Around 42% of network administrators were "moderately concerned" to "extremely concerned" about the security threat associated with employee use of social media. The proportion "moderately concerned" to "extremely concerned" was similar in 2010 (40%).
This is the eighth annual What Keeps Network Administrators Up at Night survey. For the 2011 edition, conducted by Amplitude Research for Van Dyke, 364 network administrators were surveyed.
When network administrators were asked to explain what concerns them most about employee use of social media, the most common issues were viruses (19%), data/information leaks (19%), intrusion risk (19%), users not being careful (9%), trojans/other malware (9%), and concerns about risks to privacy/user information (6%). In addition to concerns related to security, 21% complained about employees wasting time on social media instead of being productive at work.
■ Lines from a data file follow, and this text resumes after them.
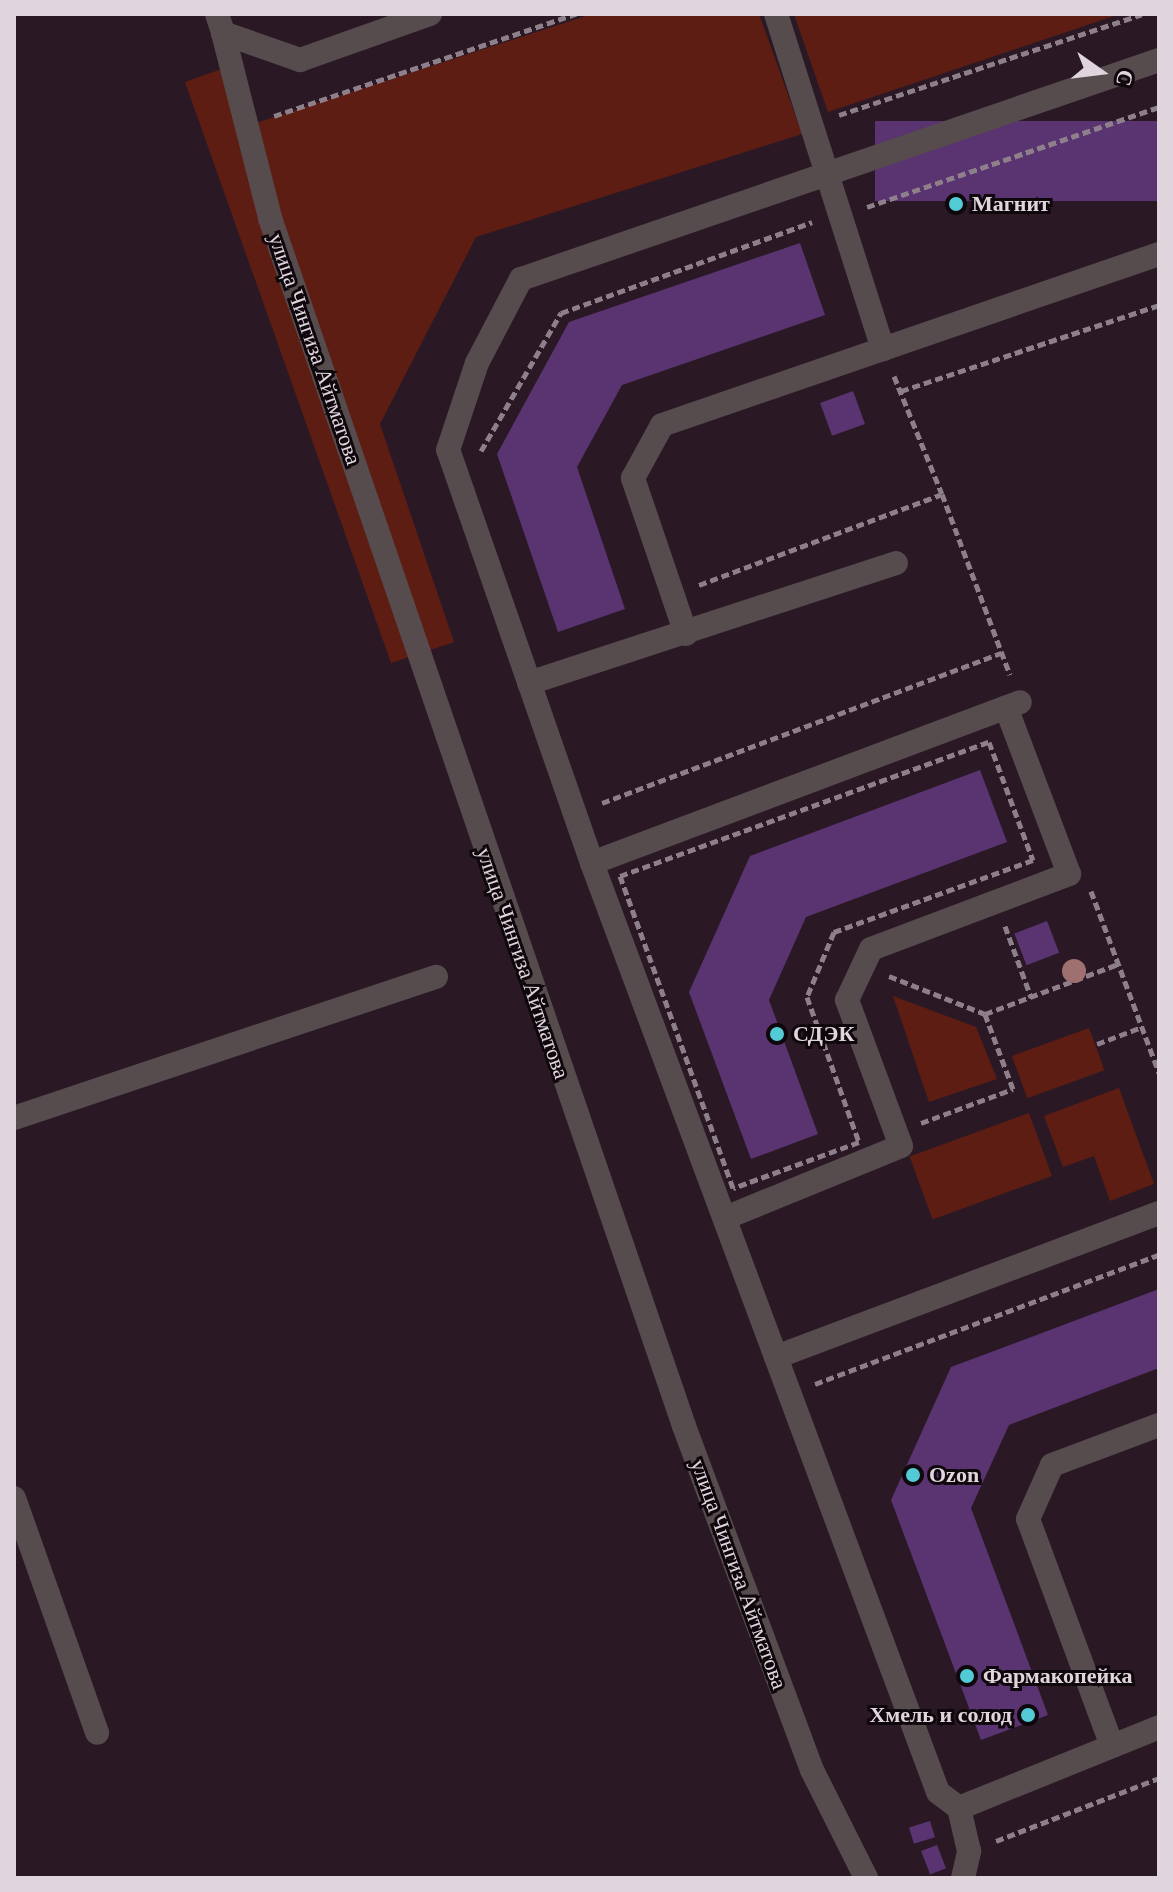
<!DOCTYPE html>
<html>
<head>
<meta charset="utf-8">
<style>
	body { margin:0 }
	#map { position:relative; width:1173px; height:1892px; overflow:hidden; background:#2a1925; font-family:"Times New Roman",serif }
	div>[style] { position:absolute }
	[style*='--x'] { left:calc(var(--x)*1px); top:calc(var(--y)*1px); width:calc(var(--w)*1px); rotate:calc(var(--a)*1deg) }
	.green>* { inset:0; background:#5e1d13; transform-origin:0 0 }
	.building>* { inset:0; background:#593470; transform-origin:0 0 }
	.path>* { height:5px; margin-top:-2.5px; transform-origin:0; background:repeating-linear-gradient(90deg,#8e808a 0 8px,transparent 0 12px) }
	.minor>* { height:24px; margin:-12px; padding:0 12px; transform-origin:12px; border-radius:12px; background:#564b4d }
	.trees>* { width:24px; height:24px; margin:-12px; border-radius:50%; background:#9e706f }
	.dots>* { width:22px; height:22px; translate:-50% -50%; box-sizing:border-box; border:4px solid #0e070c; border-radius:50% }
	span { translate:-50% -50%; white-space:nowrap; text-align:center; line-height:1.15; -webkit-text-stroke:6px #0e070c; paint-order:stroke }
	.poi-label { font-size:22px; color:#e1d5dd; font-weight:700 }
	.left { translate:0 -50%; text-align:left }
	.right { translate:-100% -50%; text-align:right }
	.street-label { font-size:22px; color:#e1d5dd }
	.frame { position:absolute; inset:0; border:16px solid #e1d5dd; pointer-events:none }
	.north { position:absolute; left:1061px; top:32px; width:80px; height:80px; -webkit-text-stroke:6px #0e070c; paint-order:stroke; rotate:104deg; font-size:22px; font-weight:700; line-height:32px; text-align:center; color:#e1d5dd }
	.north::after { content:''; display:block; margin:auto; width:28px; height:36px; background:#e1d5dd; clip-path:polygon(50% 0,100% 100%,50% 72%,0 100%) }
</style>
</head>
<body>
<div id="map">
	<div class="green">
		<i style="clip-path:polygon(592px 14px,759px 14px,802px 134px,476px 237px,380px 424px,454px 642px,391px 663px,185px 82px,227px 67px,256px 123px)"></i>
		<i style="clip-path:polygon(794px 14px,1120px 14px,828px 112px)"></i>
		<i style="clip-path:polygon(893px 996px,976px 1027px,997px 1079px,929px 1102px)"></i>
		<i style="left:1089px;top:1028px;width:45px;height:82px;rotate:70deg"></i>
		<i style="clip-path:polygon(1119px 1088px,1154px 1184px,1110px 1201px,1094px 1156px,1063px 1167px,1044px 1116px)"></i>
		<i style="left:1029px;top:1113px;width:67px;height:127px;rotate:70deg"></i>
	</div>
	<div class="building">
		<i style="left:1159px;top:121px;width:80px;height:284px;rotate:90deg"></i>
		<i style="clip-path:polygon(800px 243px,825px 315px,622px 385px,577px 467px,625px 609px,558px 632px,497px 454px,569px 322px)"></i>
		<i style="left:853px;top:391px;width:35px;height:35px;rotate:70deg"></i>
		<i style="clip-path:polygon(980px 770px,1007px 842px,806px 917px,769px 1000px,818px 1134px,751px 1159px,689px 992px,750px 856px)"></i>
		<i style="left:1047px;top:921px;width:34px;height:35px;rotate:69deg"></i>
		<i style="clip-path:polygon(1159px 1289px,1159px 1368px,1009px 1425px,971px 1508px,1048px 1715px,981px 1740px,891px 1500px,951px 1367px)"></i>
		<i style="left:930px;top:1821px;width:17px;height:22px;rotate:73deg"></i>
		<i style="left:937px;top:1845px;width:25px;height:17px;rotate:69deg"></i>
	</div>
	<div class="path">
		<i style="--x:839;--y:115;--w:319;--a:-18.4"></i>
		<i style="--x:274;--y:116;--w:319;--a:-18.7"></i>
		<i style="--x:867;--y:207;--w:309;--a:-18.9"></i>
		<i style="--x:894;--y:376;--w:127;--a:67.9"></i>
		<i style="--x:901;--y:391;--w:272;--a:-18.4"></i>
		<i style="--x:481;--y:451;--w:160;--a:-59.9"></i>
		<i style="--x:561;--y:313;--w:267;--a:-19.9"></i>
		<i style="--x:699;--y:585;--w:259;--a:-20.5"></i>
		<i style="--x:942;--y:494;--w:193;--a:69.4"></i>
		<i style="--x:989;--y:742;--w:126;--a:69.6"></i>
		<i style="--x:1033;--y:860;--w:212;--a:160.1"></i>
		<i style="--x:834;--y:932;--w:70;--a:112.6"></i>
		<i style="--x:807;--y:997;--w:154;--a:70.3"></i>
		<i style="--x:859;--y:1142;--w:134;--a:159.9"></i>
		<i style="--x:733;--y:1188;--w:332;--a:-109.9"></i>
		<i style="--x:620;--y:876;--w:393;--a:-20"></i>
		<i style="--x:602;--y:803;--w:427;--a:-20.6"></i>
		<i style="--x:1091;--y:891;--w:194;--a:69.5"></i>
		<i style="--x:1005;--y:926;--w:76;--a:69.9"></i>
		<i style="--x:889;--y:976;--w:103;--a:21.6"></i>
		<i style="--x:1097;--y:1044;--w:48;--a:-20.7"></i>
		<i style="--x:921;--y:1123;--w:98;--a:-20.3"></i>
		<i style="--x:1013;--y:1089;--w:80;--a:-110.5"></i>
		<i style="--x:985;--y:1014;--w:142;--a:-20.6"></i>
		<i style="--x:815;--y:1384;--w:367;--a:-20.6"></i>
		<i style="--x:996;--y:1841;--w:175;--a:-21.1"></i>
	</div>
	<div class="minor">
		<i style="--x:217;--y:14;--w:20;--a:72"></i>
		<i style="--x:223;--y:33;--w:82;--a:19.3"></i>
		<i style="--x:300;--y:60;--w:138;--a:-19.5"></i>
		<i style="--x:776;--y:14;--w:352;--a:72.3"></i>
		<i style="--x:223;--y:33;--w:191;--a:75.7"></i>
		<i style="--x:270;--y:218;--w:1277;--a:71.08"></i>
		<i style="--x:684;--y:1426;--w:367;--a:69.6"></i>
		<i style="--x:812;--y:1770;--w:121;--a:63.4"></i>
		<i style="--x:686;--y:634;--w:165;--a:-108.8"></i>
		<i style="--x:633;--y:478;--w:60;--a:-61.3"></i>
		<i style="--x:662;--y:425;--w:526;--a:-18.99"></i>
		<i style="--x:529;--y:683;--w:386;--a:-18.1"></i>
		<i style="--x:592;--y:863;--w:457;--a:-20.6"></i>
		<i style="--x:14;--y:1118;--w:445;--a:-18.5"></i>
		<i style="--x:725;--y:1218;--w:190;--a:-22.2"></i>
		<i style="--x:901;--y:1146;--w:156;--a:-110.3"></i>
		<i style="--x:847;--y:1000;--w:56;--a:-64.8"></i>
		<i style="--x:871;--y:949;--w:212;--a:-20.7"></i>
		<i style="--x:1069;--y:874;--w:178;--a:-110.7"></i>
		<i style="--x:776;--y:1357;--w:409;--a:-20.6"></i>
		<i style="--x:14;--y:1498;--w:249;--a:70.5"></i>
		<i style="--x:1112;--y:1746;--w:242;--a:-110.3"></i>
		<i style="--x:1028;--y:1519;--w:59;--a:-66"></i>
		<i style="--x:1052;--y:1465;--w:114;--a:-20.5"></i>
		<i style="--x:959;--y:1808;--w:216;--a:-22"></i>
		<i style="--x:963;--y:1878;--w:28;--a:-77"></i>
		<i style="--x:969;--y:1851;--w:44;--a:-103.1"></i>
		<i style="--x:959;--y:1808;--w:26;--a:-143"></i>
		<i style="--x:938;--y:1792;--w:991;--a:-110.43"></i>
		<i style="--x:592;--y:863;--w:437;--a:-109.2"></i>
		<i style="--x:448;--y:450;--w:92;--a:-71.6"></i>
		<i style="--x:477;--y:363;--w:95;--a:-62.4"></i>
		<i style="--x:521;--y:279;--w:675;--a:-18.95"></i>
	</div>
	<div class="trees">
		<i style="left:1074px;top:971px"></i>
	</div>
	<div class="dots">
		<i style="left:956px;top:204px;background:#52cbd7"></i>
		<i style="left:777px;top:1034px;background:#52cbd7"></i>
		<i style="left:913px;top:1475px;background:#52cbd7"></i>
		<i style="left:967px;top:1676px;background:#52cbd7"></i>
		<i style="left:1028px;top:1715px;background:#52cbd7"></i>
	</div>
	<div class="poi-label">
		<span class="left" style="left:972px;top:204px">Магнит</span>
		<span class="left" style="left:793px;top:1034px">СДЭК</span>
		<span class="left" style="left:929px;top:1475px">Ozon</span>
		<span class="left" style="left:983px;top:1676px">Фармакопейка</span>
		<span class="right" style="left:1012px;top:1715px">Хмель и солод</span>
	</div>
	<div class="street-label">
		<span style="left:315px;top:349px;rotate:71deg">улица Чингиза Айтматова</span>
		<span style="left:523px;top:963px;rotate:71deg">улица Чингиза Айтматова</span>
		<span style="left:739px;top:1574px;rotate:70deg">улица Чингиза Айтматова</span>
	</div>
	<div class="frame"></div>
	<div class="north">С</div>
</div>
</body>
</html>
These results were similar to last year’s findings.
“Social media use by employees can have different effects and this can impact security risks at the company”, Steve Birnkrant, chief executive officer of Amplitude Research, told Infosecurity.
Regarding employee access to social media, 36% of network administrators said employees had unlimited access to social media, 48% said employees had limited access, and only 16% said employees had no access.
Around 60% of network administrators said that their organizations have a formal policy about employee access to social media at work, with 40% having no policy. “It is interesting that you have a lot of companies out there that don’t have a formal policy regarding employee use of social media”, Birnkrant commented. “Social media is a significant concern to many network administrators, and many of them indicated that their organizations have limited controls on employee access”, he added.
The survey found that 58% of network administrators felt that the organization had an adequate information security budget, and 63% felt their organization was sufficiently staffed to support current information security needs. “Given these results, one should consider whether improving security risk for social media is really a staffing issue, a budget issue, or something else”, Birnkrant said.
Also, 42% network administrators considered managing the security of employee smartphones to be "very important" or "extremely important" as compared to other security threats facing their organization. Only 49% of network administrators were satisfied with the security of handheld devices at their organization – down from 57% in 2010.
“Employee smartphones can definitely be a big security headache for network administrators, although it varies from organization to organization”, Birnkrant said.
The adoption of cloud computing rose significantly in 2011 – 22% compared to 15% in 2010. Those network administrators who have not adopted and are not considering cloud computing are in the minority, with the proportion in this group declining from 38% in 2010 to 27% in 2011. However, survey findings showed that less than half of those who have adopted cloud computing rated it "very secure." An even smaller proportion of those who have not yet adopted cloud computing consider it "very secure."
“In some case, for those who have not adopted [cloud computing], they feel it is only ‘somewhat’ secure; so that can easily be a roadblock” to cloud adoption, Birnkrant observed.